The problem: All of the records below should be output exactly.

Data under study:
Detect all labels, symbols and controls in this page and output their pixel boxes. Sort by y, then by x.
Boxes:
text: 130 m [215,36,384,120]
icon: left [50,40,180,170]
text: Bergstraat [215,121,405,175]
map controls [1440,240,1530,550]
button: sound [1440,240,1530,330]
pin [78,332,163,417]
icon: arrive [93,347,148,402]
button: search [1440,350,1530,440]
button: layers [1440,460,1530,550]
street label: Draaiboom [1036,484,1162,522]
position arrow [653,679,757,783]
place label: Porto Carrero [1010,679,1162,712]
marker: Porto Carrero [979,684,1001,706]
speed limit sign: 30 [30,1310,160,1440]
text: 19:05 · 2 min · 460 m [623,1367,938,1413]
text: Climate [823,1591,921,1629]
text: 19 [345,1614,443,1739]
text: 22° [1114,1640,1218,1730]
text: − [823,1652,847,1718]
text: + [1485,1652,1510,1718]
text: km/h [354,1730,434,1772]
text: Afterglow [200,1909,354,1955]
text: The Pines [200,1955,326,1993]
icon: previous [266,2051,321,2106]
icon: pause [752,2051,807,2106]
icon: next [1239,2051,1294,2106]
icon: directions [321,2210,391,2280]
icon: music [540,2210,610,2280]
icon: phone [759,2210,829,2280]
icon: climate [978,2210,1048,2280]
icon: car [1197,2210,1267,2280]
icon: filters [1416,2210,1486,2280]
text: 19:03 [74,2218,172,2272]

Task solution:
Detect all labels, symbols and controls in this page and output their pixel boxes. Sort by y, then by x.
Boxes:
text: 130 m [215,36,384,120]
icon: left [50,40,180,170]
text: Bergstraat [215,121,405,175]
map controls [1440,240,1530,550]
button: sound [1440,240,1530,330]
pin [78,332,163,417]
icon: arrive [93,347,148,402]
button: search [1440,350,1530,440]
button: layers [1440,460,1530,550]
street label: Draaiboom [1036,484,1162,522]
position arrow [653,679,757,783]
place label: Porto Carrero [1010,679,1162,712]
marker: Porto Carrero [979,684,1001,706]
speed limit sign: 30 [30,1310,160,1440]
text: 19:05 · 2 min · 460 m [623,1367,938,1413]
text: Climate [823,1591,921,1629]
text: 19 [345,1614,443,1739]
text: 22° [1114,1640,1218,1730]
text: − [823,1652,847,1718]
text: + [1485,1652,1510,1718]
text: km/h [354,1730,434,1772]
text: Afterglow [200,1909,354,1955]
text: The Pines [200,1955,326,1993]
icon: previous [266,2051,321,2106]
icon: pause [752,2051,807,2106]
icon: next [1239,2051,1294,2106]
icon: directions [321,2210,391,2280]
icon: music [540,2210,610,2280]
icon: phone [759,2210,829,2280]
icon: climate [978,2210,1048,2280]
icon: car [1197,2210,1267,2280]
icon: filters [1416,2210,1486,2280]
text: 19:03 [74,2218,172,2272]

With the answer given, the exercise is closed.